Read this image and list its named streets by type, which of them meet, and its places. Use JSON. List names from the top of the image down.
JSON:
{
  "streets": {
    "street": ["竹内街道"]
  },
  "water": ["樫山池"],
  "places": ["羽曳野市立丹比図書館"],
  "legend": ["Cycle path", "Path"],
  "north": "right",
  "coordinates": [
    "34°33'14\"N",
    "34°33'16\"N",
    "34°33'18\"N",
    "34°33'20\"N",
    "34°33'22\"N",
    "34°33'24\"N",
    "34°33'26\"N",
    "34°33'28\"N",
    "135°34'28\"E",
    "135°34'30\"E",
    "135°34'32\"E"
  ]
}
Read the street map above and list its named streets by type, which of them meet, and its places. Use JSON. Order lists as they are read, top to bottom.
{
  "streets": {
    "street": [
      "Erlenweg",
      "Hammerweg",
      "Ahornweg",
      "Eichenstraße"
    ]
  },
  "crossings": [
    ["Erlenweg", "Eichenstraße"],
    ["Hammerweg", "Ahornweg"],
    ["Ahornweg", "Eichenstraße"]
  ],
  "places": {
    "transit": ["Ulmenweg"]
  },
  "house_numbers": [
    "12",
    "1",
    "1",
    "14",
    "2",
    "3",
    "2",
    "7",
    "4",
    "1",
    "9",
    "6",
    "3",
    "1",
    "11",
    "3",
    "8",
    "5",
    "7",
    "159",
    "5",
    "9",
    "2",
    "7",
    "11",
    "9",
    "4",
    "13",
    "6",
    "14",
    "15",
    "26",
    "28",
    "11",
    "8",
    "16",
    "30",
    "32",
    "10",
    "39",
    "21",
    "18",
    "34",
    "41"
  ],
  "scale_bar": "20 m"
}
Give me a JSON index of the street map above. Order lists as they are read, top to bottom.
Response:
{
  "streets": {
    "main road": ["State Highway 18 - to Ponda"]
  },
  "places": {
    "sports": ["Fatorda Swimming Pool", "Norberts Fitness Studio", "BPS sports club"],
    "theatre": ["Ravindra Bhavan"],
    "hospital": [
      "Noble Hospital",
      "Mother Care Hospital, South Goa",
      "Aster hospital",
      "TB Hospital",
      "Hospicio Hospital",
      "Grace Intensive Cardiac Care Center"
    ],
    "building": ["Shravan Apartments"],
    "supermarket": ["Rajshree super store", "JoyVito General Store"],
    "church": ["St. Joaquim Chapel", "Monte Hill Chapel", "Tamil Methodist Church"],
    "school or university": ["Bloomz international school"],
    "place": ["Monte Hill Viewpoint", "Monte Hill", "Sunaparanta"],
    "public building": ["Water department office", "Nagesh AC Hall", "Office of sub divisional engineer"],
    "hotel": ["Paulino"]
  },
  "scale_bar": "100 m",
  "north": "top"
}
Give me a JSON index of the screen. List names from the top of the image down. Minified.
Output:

- EXERCISE OBJECTIVE:
In the data above, how many lines hold the word "down"? Give only the number.

- TASK RESULT:
2